We HAD three citrus trees in our backyard. They were lined up at the west end of our pool (top right of the photo below).
The middle tree was called, "Frankencitrus." It had lemon-esque fruit on it, but the fruit had absolutely ZERO flavor. Ick. A tree nursery person told us that citrus trees are grafted onto citrus tree stumps. Sometimes they don't take to the stump or something like that and they end up being a Frankencitrus. So, I chopped it down:
What I wanted to put in place of Frankencitrus was a swanky backyard retreat with pavers, a covering and a really cool gas fire pit with glass beads. I draw this up in Blender 3D to get an idea of the space:
Of course, it goes without saying, even though I'm about to say it, that it would be ULTRA-SUPER-COOL if I could get the pavers to float approximately 3 to 5 inches above the dirt, like they do in the rendering. The brown layer below the pavers is ground and the gap is meant to show where the base material will go. The rendering shows extra bricks in the corners and whatnot because building things virtually in 3D environments makes the construction process seem easier than it really is, so I thought I would design in rounded corners all over the place. That was dumb.
I excavated the area the old fashioned way: I used a wheel barrow and a shovel.
Since this thing was to butt up against the edge of our pool decking, I needed the final surface of the pavers to be level with the decking as closely as possible. Since I'd only ever seen pavers installed on DIY Network on TV, I figured that if the surfaces were within an inch of each other, that'd be plenty OK by me.
Frankencitrus's stump was not going to go easily, so at one point I decided to just leave the damn thing in a hole under the fire pit. But, the nagging little perfectionist voice in my head told me that it would haunt me the rest of my life if I didn't at least TRY to fully remove the stupid stump.

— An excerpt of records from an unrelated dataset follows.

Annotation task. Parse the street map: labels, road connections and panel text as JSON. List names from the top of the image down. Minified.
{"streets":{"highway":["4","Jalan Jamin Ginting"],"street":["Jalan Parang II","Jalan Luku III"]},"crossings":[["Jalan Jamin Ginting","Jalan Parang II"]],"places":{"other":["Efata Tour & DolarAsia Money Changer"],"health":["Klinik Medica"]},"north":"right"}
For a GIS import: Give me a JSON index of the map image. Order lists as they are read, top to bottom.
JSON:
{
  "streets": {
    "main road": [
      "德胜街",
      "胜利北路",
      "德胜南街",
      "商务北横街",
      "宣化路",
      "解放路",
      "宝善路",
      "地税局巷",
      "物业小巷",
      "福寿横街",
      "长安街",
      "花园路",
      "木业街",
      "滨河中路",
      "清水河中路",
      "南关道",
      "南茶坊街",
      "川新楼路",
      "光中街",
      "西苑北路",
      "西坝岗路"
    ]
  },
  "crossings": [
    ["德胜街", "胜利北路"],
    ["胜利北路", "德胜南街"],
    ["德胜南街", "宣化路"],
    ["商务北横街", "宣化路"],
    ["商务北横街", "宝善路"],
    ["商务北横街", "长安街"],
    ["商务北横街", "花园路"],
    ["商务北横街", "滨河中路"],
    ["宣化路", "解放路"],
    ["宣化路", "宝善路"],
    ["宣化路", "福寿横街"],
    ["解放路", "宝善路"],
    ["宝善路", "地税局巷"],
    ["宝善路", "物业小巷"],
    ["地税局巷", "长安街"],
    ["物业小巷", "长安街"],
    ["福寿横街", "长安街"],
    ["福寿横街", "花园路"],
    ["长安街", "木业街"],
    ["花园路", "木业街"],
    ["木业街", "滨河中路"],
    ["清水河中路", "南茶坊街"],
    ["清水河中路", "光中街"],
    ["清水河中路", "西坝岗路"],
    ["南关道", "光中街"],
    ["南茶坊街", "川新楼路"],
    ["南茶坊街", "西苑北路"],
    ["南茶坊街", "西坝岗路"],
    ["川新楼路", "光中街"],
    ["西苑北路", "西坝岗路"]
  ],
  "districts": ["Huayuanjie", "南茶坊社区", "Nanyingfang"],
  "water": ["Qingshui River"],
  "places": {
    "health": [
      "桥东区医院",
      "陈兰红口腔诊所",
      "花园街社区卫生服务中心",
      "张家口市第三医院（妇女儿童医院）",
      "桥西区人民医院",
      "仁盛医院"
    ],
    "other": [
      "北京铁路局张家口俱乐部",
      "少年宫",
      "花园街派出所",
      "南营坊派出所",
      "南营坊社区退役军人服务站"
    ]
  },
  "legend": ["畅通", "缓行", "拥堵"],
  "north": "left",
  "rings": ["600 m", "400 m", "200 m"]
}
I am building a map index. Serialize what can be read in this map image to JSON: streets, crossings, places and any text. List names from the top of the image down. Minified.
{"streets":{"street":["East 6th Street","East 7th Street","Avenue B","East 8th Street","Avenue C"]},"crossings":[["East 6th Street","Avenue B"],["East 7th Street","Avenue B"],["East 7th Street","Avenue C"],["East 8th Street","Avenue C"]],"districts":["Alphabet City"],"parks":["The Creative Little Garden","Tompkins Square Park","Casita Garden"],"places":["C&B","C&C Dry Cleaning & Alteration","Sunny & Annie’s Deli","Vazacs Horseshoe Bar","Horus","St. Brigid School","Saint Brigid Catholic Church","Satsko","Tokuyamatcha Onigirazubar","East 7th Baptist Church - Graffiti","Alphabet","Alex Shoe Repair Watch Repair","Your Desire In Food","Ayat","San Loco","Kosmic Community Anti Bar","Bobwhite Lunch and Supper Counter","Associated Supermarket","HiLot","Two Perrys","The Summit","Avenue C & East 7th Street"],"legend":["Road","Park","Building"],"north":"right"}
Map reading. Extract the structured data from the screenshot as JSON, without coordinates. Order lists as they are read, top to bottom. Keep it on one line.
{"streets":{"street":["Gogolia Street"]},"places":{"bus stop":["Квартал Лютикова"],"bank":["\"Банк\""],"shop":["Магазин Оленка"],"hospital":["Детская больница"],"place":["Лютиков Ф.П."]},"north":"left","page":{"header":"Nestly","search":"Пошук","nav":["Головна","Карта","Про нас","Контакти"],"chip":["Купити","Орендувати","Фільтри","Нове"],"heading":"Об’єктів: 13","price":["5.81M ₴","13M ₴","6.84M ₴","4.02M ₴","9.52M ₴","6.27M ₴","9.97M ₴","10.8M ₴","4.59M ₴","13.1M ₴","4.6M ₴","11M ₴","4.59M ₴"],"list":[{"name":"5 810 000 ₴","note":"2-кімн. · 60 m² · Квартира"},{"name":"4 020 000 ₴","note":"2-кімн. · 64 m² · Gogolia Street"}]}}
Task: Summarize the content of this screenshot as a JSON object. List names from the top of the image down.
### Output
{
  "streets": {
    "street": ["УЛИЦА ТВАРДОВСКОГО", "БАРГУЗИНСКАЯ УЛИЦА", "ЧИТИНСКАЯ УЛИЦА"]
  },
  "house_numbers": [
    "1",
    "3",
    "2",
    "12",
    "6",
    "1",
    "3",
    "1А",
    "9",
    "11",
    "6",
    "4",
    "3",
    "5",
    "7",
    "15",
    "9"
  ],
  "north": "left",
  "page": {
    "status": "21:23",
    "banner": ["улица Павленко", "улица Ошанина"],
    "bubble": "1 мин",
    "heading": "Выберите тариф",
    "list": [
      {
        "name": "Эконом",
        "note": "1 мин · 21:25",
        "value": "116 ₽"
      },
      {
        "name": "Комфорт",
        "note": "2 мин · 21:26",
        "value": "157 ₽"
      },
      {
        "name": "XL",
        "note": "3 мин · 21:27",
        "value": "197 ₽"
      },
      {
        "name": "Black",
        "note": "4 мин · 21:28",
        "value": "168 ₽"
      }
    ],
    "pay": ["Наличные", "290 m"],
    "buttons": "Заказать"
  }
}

Eventually, I was able to chop it out of the hole.
The completed excavation looked like this:
I enlisted (read: fed and provided beer to) my buddy Jake to help with the filling, leveling and compacting of the base material. He and I did it in about a half-day. Not bad. We probably burned a calories each for the 3,000 lbs. of material we moved and smashed.
Just like on DIY Network, we used steel pipes as a leveling assistant for each one-inch layer we compacted. Three layers got us right to the proper level to make the bricks flush with the surface of the pool decking, believe it or not! Awesome. Lucky amateurs.
The base was really solid. I was very pleased with it. The plan for the fire pit was to have a tank of propane off to the side of the pavers hidden in a miniature outhouse. I hadn't thought about the final design of the outhouse, but I knew I at least needed that conduit to carry the gas under the pavers to the big pit bowl. That's what the two periscope-looking things are sticking up in the middle of the base material and the left edge of the photo. The bigger pipe with the holes is for draining water AROUND the area instead of under it. In the photo above, the water in our yard runs from left to right (back of the yard to the street).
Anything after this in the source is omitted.